MANSFIELD PARK was one of my A-level set books, and being an anxious student, I probably read it nine or ten times over the period of that course. Once I’d written the exam, just seeing the Penguin cover was enough to make me nauseous. I therefore haven’t opened it since I skimmed it on that exam day, which, horrifyingly, is now almost twenty years ago, though I can still easily call up that exam room smell as if I was there last week.

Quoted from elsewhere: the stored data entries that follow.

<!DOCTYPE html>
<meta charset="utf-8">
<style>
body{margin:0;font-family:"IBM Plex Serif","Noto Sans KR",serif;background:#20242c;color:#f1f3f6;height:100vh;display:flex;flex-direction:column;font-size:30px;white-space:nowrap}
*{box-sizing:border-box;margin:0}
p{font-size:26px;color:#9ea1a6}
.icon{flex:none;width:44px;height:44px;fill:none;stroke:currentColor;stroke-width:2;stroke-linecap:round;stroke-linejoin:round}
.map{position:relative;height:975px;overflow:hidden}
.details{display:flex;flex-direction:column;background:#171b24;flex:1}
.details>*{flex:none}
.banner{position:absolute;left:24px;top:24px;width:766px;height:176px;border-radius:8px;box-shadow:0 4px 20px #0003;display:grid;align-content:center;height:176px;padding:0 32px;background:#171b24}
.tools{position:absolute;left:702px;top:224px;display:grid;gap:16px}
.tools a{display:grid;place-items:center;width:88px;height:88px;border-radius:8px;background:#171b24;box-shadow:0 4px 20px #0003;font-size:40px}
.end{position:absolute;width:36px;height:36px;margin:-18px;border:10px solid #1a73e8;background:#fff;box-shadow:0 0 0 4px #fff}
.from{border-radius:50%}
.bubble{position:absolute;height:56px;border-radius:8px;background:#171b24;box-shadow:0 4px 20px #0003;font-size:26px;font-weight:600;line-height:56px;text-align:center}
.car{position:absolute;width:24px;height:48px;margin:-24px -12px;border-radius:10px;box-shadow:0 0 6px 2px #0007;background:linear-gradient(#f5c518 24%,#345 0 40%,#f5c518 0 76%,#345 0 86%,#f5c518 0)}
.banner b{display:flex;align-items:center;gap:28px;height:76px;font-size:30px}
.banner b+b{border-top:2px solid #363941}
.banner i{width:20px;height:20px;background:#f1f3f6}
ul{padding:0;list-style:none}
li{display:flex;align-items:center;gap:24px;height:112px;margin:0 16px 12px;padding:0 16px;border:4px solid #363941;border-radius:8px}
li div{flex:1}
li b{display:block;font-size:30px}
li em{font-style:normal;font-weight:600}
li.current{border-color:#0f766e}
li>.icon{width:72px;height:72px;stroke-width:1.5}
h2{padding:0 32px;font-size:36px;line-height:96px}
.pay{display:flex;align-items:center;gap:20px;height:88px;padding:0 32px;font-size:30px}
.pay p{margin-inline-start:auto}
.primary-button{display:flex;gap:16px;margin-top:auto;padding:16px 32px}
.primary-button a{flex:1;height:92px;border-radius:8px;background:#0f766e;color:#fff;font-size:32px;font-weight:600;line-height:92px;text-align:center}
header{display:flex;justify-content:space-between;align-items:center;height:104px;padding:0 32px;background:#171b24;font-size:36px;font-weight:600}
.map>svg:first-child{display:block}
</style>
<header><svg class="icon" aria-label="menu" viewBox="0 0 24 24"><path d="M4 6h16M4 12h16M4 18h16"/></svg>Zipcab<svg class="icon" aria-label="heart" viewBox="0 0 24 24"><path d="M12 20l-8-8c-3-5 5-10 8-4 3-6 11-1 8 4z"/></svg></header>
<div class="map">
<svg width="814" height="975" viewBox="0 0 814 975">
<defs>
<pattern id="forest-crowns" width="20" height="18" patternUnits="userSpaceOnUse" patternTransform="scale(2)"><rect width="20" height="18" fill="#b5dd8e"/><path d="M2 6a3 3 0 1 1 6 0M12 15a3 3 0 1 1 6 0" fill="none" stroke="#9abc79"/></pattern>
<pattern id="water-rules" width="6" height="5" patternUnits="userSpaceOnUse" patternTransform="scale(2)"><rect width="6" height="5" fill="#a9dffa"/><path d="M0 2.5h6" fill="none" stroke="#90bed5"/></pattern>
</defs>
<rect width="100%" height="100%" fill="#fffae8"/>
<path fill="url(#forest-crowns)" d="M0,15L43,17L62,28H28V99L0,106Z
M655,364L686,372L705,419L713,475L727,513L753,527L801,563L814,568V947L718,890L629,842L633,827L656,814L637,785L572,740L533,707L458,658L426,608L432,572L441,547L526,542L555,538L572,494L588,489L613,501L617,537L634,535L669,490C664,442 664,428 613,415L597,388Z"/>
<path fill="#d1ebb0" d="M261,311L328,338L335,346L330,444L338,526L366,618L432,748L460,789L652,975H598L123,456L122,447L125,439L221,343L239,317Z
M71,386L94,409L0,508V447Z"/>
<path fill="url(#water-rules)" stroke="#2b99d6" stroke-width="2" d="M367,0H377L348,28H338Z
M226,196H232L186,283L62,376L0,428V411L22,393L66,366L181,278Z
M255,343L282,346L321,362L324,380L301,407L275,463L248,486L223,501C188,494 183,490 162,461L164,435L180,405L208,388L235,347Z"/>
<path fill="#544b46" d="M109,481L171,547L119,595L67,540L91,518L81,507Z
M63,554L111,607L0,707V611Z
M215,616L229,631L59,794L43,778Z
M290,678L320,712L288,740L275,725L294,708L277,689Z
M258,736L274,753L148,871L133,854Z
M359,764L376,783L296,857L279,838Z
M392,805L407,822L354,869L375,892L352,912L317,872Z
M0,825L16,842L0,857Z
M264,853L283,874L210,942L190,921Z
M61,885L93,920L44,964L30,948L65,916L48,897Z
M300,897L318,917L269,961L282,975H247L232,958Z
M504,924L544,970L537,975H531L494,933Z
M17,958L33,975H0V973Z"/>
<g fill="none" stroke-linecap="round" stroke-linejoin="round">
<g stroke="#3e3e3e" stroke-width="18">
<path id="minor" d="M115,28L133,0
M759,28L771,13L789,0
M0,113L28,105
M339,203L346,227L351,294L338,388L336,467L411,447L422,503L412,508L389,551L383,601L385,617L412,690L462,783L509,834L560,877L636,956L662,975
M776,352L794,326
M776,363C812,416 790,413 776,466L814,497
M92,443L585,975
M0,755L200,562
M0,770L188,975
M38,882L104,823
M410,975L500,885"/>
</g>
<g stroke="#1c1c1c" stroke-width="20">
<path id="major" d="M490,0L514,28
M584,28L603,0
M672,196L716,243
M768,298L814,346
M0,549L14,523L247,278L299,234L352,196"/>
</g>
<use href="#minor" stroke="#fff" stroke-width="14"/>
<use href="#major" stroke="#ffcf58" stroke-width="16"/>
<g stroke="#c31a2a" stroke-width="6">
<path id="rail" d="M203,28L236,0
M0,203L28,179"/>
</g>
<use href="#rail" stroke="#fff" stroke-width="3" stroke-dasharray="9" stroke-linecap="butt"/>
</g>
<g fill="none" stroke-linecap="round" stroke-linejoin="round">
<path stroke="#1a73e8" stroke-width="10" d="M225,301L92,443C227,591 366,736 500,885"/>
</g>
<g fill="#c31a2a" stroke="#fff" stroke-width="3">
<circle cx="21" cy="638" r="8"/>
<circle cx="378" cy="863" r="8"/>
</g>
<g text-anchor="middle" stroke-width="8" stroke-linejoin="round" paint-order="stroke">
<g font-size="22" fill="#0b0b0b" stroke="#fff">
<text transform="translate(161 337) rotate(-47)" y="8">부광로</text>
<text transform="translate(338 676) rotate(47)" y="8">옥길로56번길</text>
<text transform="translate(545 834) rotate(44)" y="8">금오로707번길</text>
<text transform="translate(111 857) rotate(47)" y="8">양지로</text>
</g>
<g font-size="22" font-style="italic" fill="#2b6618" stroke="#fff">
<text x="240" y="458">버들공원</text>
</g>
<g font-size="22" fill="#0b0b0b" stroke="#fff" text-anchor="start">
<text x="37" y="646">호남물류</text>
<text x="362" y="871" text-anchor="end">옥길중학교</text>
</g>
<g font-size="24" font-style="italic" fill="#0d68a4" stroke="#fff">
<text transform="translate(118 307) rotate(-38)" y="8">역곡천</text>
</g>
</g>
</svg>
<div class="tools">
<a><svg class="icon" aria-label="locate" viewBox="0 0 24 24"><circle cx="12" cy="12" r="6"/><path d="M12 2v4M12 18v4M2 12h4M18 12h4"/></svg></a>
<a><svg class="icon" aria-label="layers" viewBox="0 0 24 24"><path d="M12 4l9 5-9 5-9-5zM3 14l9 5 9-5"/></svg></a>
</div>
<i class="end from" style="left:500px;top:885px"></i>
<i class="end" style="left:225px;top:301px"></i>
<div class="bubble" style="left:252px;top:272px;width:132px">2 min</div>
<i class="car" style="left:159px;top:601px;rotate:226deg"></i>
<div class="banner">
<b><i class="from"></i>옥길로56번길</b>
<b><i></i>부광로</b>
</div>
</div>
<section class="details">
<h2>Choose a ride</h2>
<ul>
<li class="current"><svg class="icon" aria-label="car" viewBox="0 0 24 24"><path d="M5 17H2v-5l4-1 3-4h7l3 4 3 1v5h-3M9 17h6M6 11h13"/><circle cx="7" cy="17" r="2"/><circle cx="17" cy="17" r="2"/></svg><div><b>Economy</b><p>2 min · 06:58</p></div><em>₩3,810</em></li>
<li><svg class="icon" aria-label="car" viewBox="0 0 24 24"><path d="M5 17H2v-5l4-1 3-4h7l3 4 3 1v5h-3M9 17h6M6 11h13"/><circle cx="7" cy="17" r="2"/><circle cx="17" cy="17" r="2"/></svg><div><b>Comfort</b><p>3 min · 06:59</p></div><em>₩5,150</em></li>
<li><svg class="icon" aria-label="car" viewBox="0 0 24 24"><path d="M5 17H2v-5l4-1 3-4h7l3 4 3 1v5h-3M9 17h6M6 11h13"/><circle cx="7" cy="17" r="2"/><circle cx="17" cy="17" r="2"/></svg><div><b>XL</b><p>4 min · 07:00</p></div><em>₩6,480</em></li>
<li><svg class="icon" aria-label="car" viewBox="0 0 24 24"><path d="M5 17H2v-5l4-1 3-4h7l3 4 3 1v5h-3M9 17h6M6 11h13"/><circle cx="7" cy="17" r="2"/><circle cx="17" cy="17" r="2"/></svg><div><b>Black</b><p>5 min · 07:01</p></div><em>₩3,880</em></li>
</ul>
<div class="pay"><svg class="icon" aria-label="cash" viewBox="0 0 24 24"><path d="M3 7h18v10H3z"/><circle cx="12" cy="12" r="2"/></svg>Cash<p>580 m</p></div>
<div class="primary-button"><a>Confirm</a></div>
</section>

MANSFIELD PARK has always been my least favourite Austen, largely because it contains my least favourite Austen heroine, Fanny, who is a total drip. This is not helped by the fact that Austen likes to refer to her as “my dear Fanny” – actually wait maybe that does help a bit. Books do tend to change over the years, so I was surprised to find that this one was actually much as I remembered it – Fanny’s still a drip, I’m afraid. The only thing which struck me anew on this reading was how very moral a story it is. It’s very much about the value of stillness, and stern principle, and about how seductive and charming and finally dangerous is the reverse. I don’t know why this didn’t strike me as a teenager? Perhaps I was more convinced then of the value of principle, and so it struck me as simply true, rather than as a moral position. But it’s very clear. Here’s Austen’s summary, near the end: “Let other pens dwell on guilt and misery. I quit such odious subjects as soon as I can, impatient to restore everybody, not greatly at fault themselves, to tolerable comfort, and to have done with all the rest.” Jeez.

Let’s be clear here people. I say it’s my least favourite Austen. That’s still puts it among the best books ever written.